Indeed, Mitchell, recently committed to trying for a third Olympics next year in Rio, ankle injuries having forced her 11th-hour withdrawal from the 2014 world championships in China to leave a sense of personal business unfinished. Team-wise, automatic Olympic qualification requires a top-eight result in the Glasgow world championships in October, Australia having finished sixth in Beijing and a disappointing 11th in London.
Next week, Melbourne hosts the national titles at Melbourne's Hisense Arena, with Mitchell the biggest name and Larrissa Miller, Georgia-Rose Brown, and Emma Nedov also competing. Tweddle, meanwhile, has been and gone, having noted with approval that more countries are becoming competitive at the elite level of this demanding sport and that more women - Mitchell will be 25 next year - are continuing in it for longer.
"When I started gymnastics it was all about the Russians, Romanians, China, whereas now when you look at the spread of countries that are making finals, picking up medals, it's very different. There's a lot more sort-of Western countries coming through, and it is great to see," she says.
"And it used to be known that you retired by the time you were 20, that you go to one Olympics and that's kind of it, whereas you can see, quite a few gymnasts who have been to two, three Olympics, may be pushing for their fourth. The age is very different. It's not your 16, 17-year-olds; you've got girls competing into their 20s."

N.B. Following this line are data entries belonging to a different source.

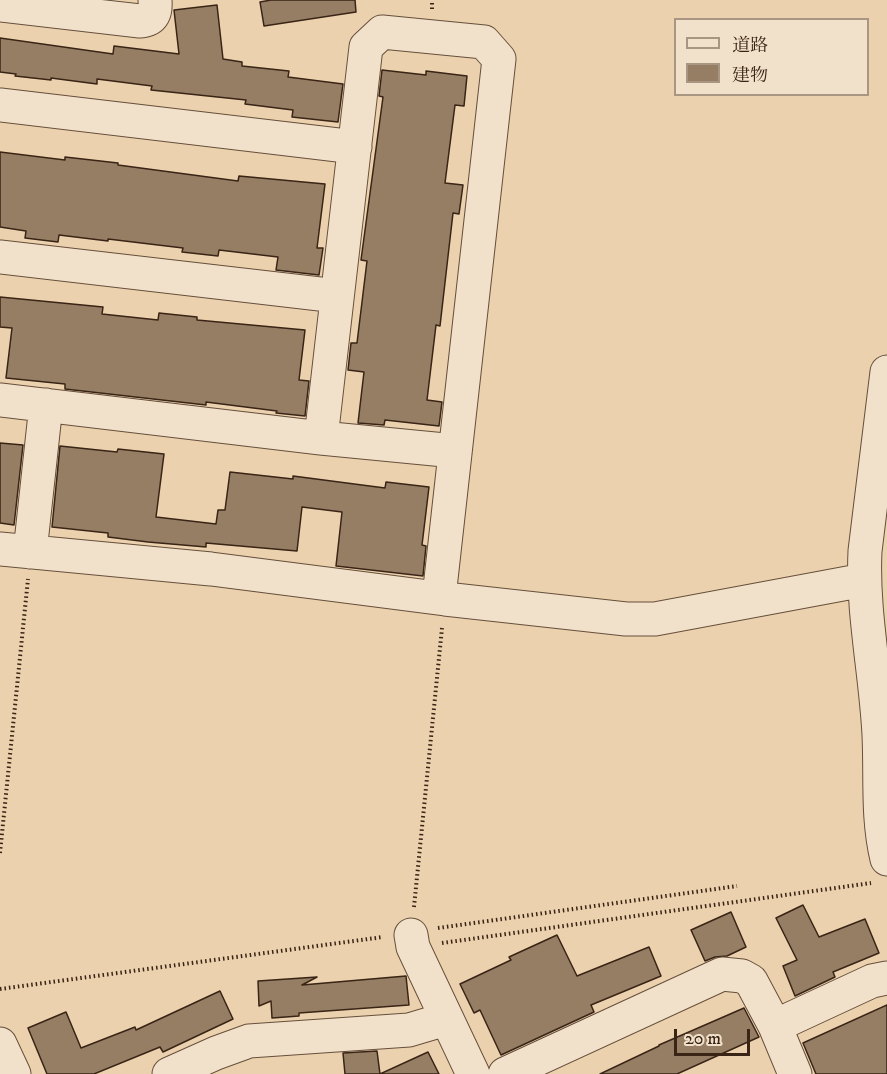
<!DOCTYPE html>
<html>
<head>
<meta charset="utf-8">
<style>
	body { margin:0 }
	#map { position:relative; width:887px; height:1074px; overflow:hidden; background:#ebd1ae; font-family:"IM FELL DW Pica","Noto Serif JP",serif }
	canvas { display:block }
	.legend { position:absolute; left:674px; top:18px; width:195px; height:78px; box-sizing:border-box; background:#f2e1ca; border:2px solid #a89582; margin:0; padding:8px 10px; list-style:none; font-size:18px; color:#392415 }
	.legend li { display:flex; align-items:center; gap:12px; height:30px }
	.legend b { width:30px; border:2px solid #a89582 }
	.scale { position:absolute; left:674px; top:1029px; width:76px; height:27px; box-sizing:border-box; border:3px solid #392415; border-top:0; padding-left:8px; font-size:18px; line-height:21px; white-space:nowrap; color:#392415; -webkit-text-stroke:4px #f2e1ca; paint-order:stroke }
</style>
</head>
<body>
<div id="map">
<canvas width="887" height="1074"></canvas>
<ul class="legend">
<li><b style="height:8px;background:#f2e1ca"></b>道路</li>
<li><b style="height:16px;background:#967e65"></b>建物</li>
</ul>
<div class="scale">20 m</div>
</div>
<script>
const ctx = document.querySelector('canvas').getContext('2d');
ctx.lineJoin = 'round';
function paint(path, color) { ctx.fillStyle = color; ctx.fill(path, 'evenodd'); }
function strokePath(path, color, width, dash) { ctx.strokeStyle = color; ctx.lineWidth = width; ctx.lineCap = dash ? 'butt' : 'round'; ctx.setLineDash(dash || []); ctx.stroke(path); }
const building = new Path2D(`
	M 271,0 L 355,0 L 356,12 L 264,26 L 260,2 Z
	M 217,5 L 223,59 L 242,62 L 242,66 L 289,71 L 288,77 L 343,84 L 338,122 L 292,117 L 293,110 L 245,104 L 246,100 L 151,90 L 152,86 L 97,79 L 97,84 L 51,78 L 51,80 L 15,76 L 16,74 L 0,72 L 0,38 L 113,54 L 114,46 L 179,54 L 174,10 Z
	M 382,70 L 426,75 L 426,71 L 467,76 L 464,106 L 455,105 L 445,183 L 463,185 L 459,214 L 453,213 L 440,326 L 436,325 L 427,400 L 442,402 L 439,426 L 385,420 L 384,425 L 358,423 L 364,372 L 348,370 L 351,343 L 357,343 L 367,261 L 361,260 L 383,97 L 379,96 Z
	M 0,152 L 65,160 L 65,157 L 118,163 L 118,165 L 238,181 L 239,176 L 325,184 L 317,248 L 323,248 L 319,275 L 276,270 L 278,257 L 219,250 L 218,256 L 182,252 L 183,248 L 108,239 L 108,241 L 59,235 L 58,242 L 25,238 L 26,231 L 0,227 Z
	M 0,297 L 103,307 L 102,314 L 158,320 L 159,313 L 197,317 L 197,320 L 305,330 L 299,380 L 309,381 L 305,416 L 276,413 L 277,411 L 206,402 L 206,405 L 65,389 L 65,384 L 6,378 L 12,328 L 0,327 Z
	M 0,443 L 23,445 L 14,525 L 0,523 Z
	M 60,446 L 117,452 L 118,449 L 164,454 L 156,517 L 216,524 L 218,510 L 225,510 L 230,472 L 293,479 L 293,476 L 385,488 L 386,482 L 429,487 L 422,545 L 426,546 L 423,576 L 336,566 L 342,512 L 302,507 L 297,551 L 206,543 L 206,547 L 148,542 L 108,537 L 108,533 L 52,527 Z
	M 803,905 L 819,937 L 865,919 L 879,953 L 833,972 L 835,977 L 795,996 L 783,966 L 797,960 L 776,918 Z
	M 731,912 L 746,947 L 727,956 L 715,957 L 705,961 L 691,930 Z
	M 557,935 L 577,976 L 649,947 L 661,976 L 591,1005 L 594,1012 L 501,1055 L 480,1010 L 474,1013 L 460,984 L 511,960 L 509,957 Z
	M 406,976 L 409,1005 L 299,1013 L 299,1016 L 272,1018 L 271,1001 L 259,1006 L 258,981 L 317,977 L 302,985 Z
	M 220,991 L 233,1019 L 163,1052 L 160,1047 L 94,1074 L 47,1074 L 28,1028 L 66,1012 L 81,1048 L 135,1027 L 136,1030 Z
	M 887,1005 L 887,1074 L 816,1074 L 803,1043 Z
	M 744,1008 L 759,1037 L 677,1074 L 600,1074 L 659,1046 L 659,1045 Z
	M 377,1051 L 380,1074 L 345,1074 L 343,1053 Z
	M 428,1052 L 439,1074 L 380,1074 Z`);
const path = new Path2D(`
	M 432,9 L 432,0
	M 0,853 L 28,579
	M 414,907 L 442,628
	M 438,928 L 737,886
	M 442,943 L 871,883
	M 0,989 L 383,937`);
const minor = new Path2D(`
	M 0,5 L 140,21 C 154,20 156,12 155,0
	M 0,105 L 355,147
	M 0,257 L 337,296
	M 887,372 L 865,551 C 862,612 876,674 879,735 C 881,777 877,818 887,859
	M 0,400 L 321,438 L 455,451
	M 0,549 L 211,569 L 445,599 L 440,588 L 499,59 L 484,42 L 382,32 L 366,47 L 321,438
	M 30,552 L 46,405
	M 445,599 L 626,619 L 655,619 L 864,580
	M 411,935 L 413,947 L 473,1074
	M 775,1026 L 872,981 L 887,978
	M 0,1044 L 14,1074
	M 169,1074 L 216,1053 L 249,1041 L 409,1030 L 446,1019
	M 505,1074 L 722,974 L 742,976 L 751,981 L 775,1026 L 795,1074`);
paint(building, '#967e65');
strokePath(building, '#392415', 1.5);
strokePath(minor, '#664f3b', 35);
strokePath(path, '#392415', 4, [1.5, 3]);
strokePath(minor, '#f2e1ca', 33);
</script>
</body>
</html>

Mitchell had planned to exit after last year's Commonwealth Games, where she won two silver medals, before deciding to continue onto the world championships in China in October, only to suffer twin ankle injuries just two days before competition. After an extended rehabilitation that kept her least-sore foot in the door she will, like Tweddle, chase the Olympic medal that has escaped her in two previous Games..
"I still haven't fully committed to Rio in my mind, yet, I don't think, but there's a lot of little stepping stones on the way there," Mitchell says. "An Olympic medal is the one that I'm missing, so if I can achieve that, then that would be amazing."